IR35 future – lessons from Canada?
So, when considering the IR35 future, and finding a fair and workable IR35 successor that would tax disguised employees properly, without penalising contractors, are there lessons to be learned from the Canadian system?
One of the important differences between the UK and Canadian systems is where the responsibility lies for errors. In Canada, if a contractor is found to be a disguised employee, then it is the client that is punished. They have to pay the back taxes and other costs of employment on behalf of the worker, plus a fine of up to 20% of the unpaid taxes.
The situation in the UK is very different, where the burden of errors falls on the shoulders of contractors, who have to shoulder the full financial impact of IR35. If the UK’s IR35 successor mirrored Canada’s laws, contractors inside IR35 would not be liable for the unpaid taxes.

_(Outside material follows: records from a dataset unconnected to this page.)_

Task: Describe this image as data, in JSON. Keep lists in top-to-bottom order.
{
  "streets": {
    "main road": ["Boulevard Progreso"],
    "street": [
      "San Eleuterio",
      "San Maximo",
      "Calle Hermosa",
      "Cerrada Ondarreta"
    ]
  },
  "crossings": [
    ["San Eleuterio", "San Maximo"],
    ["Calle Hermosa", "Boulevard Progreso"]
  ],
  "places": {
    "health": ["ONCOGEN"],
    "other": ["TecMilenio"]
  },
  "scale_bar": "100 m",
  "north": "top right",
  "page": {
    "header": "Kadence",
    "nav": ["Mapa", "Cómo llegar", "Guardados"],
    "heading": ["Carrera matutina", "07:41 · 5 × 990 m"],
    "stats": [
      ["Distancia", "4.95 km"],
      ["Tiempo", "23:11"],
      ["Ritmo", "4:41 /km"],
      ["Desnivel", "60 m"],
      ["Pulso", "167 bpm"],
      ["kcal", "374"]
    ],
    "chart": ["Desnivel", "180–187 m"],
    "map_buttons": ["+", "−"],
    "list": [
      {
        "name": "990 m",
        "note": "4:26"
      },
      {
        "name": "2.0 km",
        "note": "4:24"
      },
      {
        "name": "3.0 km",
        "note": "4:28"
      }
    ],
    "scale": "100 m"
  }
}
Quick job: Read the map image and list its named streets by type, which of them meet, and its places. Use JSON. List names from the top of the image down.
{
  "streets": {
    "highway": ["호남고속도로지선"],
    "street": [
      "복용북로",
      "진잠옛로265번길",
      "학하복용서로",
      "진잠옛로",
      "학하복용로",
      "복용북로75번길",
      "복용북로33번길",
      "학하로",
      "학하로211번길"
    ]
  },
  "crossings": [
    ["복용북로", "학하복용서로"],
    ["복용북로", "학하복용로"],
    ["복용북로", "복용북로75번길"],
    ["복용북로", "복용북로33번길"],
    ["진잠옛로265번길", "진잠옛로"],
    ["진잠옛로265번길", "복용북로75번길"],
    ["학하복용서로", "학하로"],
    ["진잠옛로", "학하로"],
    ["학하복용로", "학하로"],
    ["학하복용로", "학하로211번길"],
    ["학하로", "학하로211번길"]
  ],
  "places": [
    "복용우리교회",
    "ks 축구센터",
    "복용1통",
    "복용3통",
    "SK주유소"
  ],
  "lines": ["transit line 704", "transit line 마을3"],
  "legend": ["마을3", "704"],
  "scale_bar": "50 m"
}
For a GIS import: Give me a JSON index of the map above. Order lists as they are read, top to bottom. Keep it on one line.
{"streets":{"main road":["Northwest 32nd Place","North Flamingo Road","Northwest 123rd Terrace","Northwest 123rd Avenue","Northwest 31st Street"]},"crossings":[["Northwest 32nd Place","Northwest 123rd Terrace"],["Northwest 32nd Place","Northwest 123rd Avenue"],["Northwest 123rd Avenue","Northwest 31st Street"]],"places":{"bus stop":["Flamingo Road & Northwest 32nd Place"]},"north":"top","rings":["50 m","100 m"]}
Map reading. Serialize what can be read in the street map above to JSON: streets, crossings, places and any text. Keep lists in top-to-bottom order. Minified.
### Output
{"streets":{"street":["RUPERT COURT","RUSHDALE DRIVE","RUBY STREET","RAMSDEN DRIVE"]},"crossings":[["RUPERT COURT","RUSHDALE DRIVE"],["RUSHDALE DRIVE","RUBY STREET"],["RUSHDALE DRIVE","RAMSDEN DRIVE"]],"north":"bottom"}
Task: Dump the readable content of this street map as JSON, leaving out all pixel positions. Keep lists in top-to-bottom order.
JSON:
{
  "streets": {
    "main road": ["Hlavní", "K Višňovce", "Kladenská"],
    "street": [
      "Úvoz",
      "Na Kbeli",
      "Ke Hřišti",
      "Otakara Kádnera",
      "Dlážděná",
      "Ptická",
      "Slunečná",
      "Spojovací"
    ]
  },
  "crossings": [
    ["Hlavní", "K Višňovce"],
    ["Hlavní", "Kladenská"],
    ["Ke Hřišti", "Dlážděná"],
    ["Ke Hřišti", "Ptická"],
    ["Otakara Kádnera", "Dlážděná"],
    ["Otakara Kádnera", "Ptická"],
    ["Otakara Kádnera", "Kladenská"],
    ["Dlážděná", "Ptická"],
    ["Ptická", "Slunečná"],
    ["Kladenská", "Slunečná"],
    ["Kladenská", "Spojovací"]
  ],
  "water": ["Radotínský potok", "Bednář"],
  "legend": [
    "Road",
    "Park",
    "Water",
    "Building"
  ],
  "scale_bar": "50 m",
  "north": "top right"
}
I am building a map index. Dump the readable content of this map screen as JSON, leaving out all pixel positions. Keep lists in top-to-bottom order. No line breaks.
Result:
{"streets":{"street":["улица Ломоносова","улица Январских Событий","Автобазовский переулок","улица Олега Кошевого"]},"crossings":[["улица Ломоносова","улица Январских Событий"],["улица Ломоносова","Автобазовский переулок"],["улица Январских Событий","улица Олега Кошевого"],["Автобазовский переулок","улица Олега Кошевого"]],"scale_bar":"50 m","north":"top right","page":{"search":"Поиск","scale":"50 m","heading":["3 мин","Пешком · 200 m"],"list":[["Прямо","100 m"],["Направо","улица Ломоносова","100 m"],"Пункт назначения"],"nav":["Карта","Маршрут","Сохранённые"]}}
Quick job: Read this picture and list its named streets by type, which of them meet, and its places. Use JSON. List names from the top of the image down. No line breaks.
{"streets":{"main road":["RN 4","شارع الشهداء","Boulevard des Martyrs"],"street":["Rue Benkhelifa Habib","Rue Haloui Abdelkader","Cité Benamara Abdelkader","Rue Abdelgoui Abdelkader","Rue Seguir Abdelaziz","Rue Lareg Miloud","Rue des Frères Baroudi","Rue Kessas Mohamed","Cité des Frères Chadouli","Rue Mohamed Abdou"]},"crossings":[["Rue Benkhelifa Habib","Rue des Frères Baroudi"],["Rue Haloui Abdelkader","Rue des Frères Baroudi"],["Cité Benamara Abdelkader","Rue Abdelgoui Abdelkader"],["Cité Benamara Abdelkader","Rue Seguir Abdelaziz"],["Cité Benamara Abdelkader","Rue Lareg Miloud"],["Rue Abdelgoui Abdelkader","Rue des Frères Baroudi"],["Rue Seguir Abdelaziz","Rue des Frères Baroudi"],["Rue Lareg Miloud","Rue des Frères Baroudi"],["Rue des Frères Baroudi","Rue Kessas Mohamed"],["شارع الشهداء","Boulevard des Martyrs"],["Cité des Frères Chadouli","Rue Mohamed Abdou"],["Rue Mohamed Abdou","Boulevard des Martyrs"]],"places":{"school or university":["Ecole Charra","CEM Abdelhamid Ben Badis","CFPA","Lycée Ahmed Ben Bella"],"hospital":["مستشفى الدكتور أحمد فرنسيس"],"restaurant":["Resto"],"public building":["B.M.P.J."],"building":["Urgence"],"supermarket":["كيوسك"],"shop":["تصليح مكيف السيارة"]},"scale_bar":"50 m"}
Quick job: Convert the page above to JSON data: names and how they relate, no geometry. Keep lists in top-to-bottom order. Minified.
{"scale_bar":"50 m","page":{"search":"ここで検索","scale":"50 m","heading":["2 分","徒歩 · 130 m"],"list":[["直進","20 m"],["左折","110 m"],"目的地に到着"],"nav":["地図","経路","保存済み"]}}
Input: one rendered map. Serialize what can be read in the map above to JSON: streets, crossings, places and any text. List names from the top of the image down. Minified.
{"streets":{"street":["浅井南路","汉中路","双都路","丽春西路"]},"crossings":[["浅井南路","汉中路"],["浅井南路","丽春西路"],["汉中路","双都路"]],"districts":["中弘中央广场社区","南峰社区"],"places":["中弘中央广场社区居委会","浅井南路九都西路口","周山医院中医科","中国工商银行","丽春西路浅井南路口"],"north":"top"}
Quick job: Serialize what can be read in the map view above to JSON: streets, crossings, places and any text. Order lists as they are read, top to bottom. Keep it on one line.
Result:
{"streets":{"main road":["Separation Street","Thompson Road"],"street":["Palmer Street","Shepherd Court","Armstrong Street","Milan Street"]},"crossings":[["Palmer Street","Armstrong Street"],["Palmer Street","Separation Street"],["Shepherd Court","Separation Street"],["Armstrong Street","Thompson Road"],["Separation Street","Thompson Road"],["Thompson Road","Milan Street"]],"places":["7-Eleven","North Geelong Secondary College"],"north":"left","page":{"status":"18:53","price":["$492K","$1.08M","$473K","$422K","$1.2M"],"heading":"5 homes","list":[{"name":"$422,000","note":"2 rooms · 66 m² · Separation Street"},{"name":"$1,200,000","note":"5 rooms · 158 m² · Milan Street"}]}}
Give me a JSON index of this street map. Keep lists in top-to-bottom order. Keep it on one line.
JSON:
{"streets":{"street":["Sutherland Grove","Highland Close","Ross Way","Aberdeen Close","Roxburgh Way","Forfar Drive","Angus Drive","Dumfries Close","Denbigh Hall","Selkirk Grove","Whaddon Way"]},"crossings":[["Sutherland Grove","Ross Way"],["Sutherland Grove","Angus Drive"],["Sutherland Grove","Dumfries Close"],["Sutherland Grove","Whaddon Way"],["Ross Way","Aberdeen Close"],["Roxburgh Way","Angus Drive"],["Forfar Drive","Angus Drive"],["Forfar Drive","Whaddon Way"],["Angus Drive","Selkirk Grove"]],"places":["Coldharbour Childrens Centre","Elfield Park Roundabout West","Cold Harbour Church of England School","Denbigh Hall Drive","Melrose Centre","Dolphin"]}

Employment status – Step 1 establishing intent
With the exception of the province of Quebec, which applies its civil code rather than the common law applied elsewhere in Canada, the CRA provides a guidance document, RC4110-10e, which provides information about what factors are applied to determine a worker’s status.
The CRA adopts a two step-process that is very similar to that used by HMRC in the UK. Step 1 is an assessment by the CRA of the intentions of the contractor/worker and client. It asks whether the relationship is a contract of services, where the contractor is really an employee, or a contract for services, where the relationship is a business one. This often requires examining the written contract between client and contractor.
Step 2 – key factors indicating employment status
In Step 2, the CRA asks a series of questions designed to reveal the true nature of the working relationship between client and contractor. The aim is to find out whether what the client and contractor claim in Step 1 is reflected in reality.
In Canada, if a contractor is found to be a disguised employee, then it is the client that is punished
The CRA’s guidance identifies the key factors it applies to determine employment status, providing examples of what it would consider self-employment or employment. These factors are:
- Control, which the CRA defines as, “the ability, authority, or right of a [client] to exercise control over a worker concerning the manner in which the work is done and what work will be done”
- Tools and equipment, where a genuine contractor supplies their own tools and is responsible for their upkeep and repair. The CRA also acknowledges that in some trades employees are expected to supply their own tools
- Subcontracting work or hiring assistants, which is not the same as the UK’s ‘substitution’ test, but is taken to imply a level of financial risk on the part of the contractor if they pay other workers
- Financial risk, which covers a range of factors, such as hiring subcontractors or staff, performing work at the contractor’s place of business, being hired for specific projects, liability for breach of contract or non-performance, not having employment benefits and the contractor actively marketing their services
- Responsibility for investment and management, which identifies making capital investment, hiring staff and having a ‘business presence’ as factors in favour of self-employment
- Opportunity for profit, which means a genuine contractor can control income and expenditure in order to show a profit, but allows for the possibility of making a loss. This is where, under CRA guidelines, employing substitutes is an indicator of self employment.
The Civil Code of Quebec considers slightly different factors:
- Performance of work, which simply means the worker must actually do the work
- Remuneration, which means that there must be a consideration, normally payment
- Relationship of subordination, which is similar to control, and uses ‘what, who, where, when and how’ questions to find out how the work is performed.
Clients or contractors can request a formal status review from the CRA, which will apply the above tests to determine whether the contractor is an employee or self employed.
There is also additional guidance provided for construction workers, and other occupations like hairdressing, fishing and taxi driving, all of which have special rules.
Further special rules apply to placement/employment agencies. As in the UK, workers can be on the agency payroll and are taxed and make pension and employment insurance payments accordingly. If the worker is a genuine contractor and considered self-employed, assuming they pass the tests of employment, then the CRA’s guidance says that neither the agency nor the client is required to pay tax and insurance.
Applying employment tests that are interpreted according to each individual case and influenced by case law is very similar to applying IR35 in the UK. But in Canada, it is the client that pays the price for errors, not the contractor.
If changes are made to IR35 in the future so that clients become liable, it may mean that UK agencies and clients take a greater interest in ensuring their contractors are outside IR35. But it could also mean that clients view the UK as a less attractive place to hire contractors, which could impact negatively on the UK’s contracting sector.